76 En Gij nu, kleine knaap, Zult profeet van den Allerhoogste worden genoemd; Want ge zult uitgaan voor den Heer, Om zijn wegen te bereiden.
En gij, kindeken! een profeet des Allerhoogsten zult gij genoemd worden; want gij zult gaan voor het aangezicht des Heeren om zijn wegen effen te maken,
77 Om zijn volk het heil te doen kennen In de vergiffenis zijner zonden,
om aan zijn volk kennis der verlossing te geven in de vergiffenis hunner zonden,
78 Door de tedere ontferming van onzen God, Die ons de Dageraad uit den hoge zal brengen.

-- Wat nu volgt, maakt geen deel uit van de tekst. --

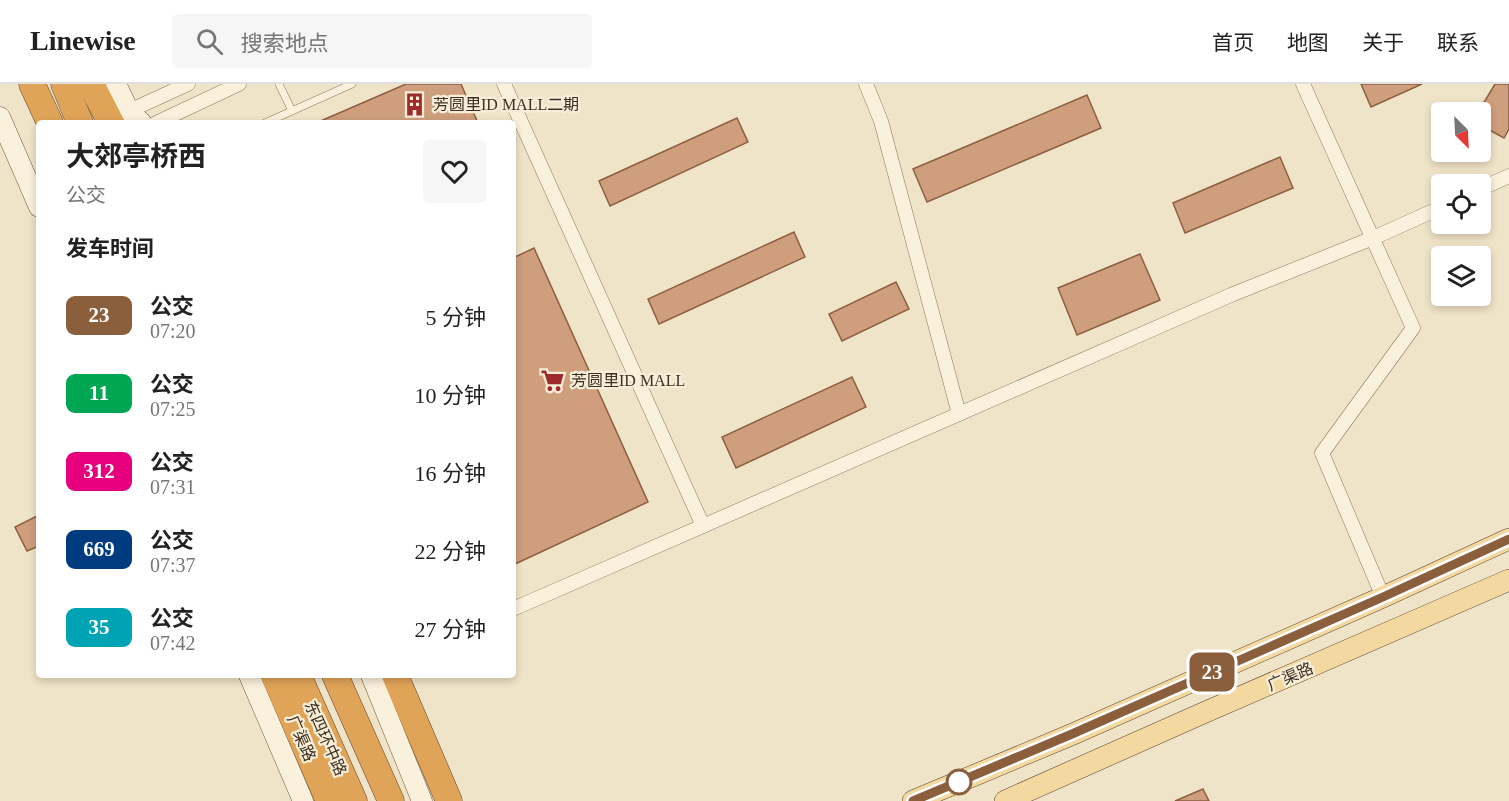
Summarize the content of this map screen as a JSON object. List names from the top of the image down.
{
  "streets": {
    "highway": ["广渠路", "东四环中路"]
  },
  "places": {
    "building": ["芳圆里ID MALL二期"],
    "supermarket": ["芳圆里ID MALL"]
  },
  "lines": ["bus line 23"],
  "north": "bottom right",
  "page": {
    "header": "Linewise",
    "search": "搜索地点",
    "nav": [
      "首页",
      "地图",
      "关于",
      "联系"
    ],
    "on_map": "23",
    "heading": [
      ["大郊亭桥西", "公交"],
      "发车时间"
    ],
    "list": [
      {
        "mark": "23",
        "name": "公交",
        "note": "07:20",
        "value": "5 分钟"
      },
      {
        "mark": "11",
        "name": "公交",
        "note": "07:25",
        "value": "10 分钟"
      },
      {
        "mark": "312",
        "name": "公交",
        "note": "07:31",
        "value": "16 分钟"
      },
      {
        "mark": "669",
        "name": "公交",
        "note": "07:37",
        "value": "22 分钟"
      },
      {
        "mark": "35",
        "name": "公交",
        "note": "07:42",
        "value": "27 分钟"
      }
    ]
  }
}
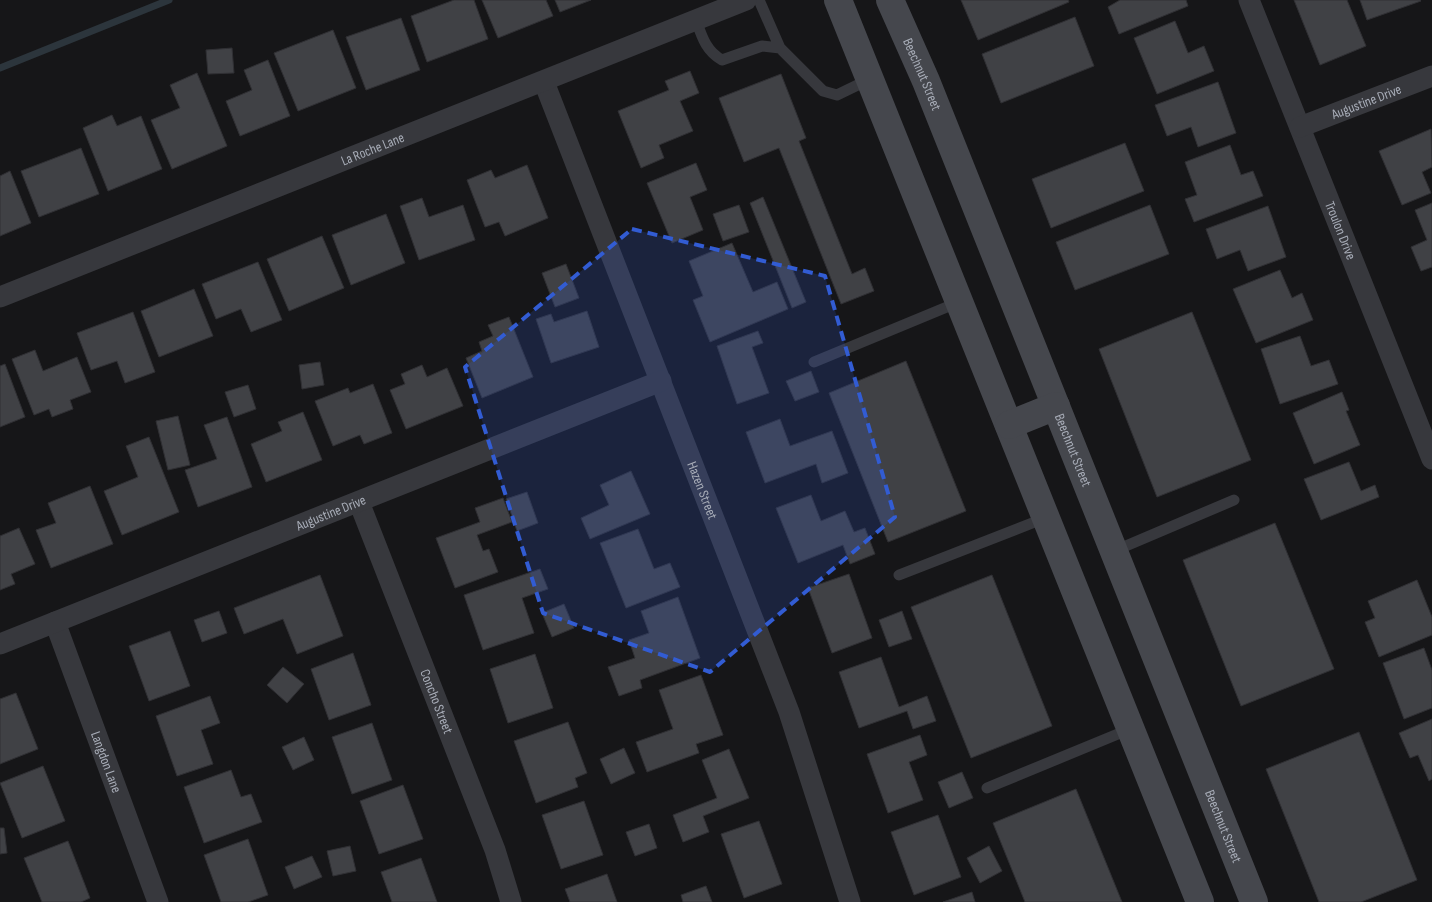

door de innerlijke barmhartigheden onzes Gods, waarmede ons bezocht heeft het schijnend Licht uit de hoogte;
79 Om te verlichten, die in duisternis zijn, En in de schaduw van de dood zijn gezeten; Om onze schreden te richten Naar de weg van de vrede.
om te verschijnen aan degenen die gezeten zijn in de duisternis en in de schaduw des doods; om onze voeten te richten op den weg des vredes.
80 En de knaap groeide op, en kreeg een krachtige geest. Hij bleef in de woestijn tot de dag, dat hij voor Israël zou optreden.
Het kindeken nu groeide op en werd gesterkt naar den geest, en hij was in de woestijnen tot op den dag zijner optreding in Israël.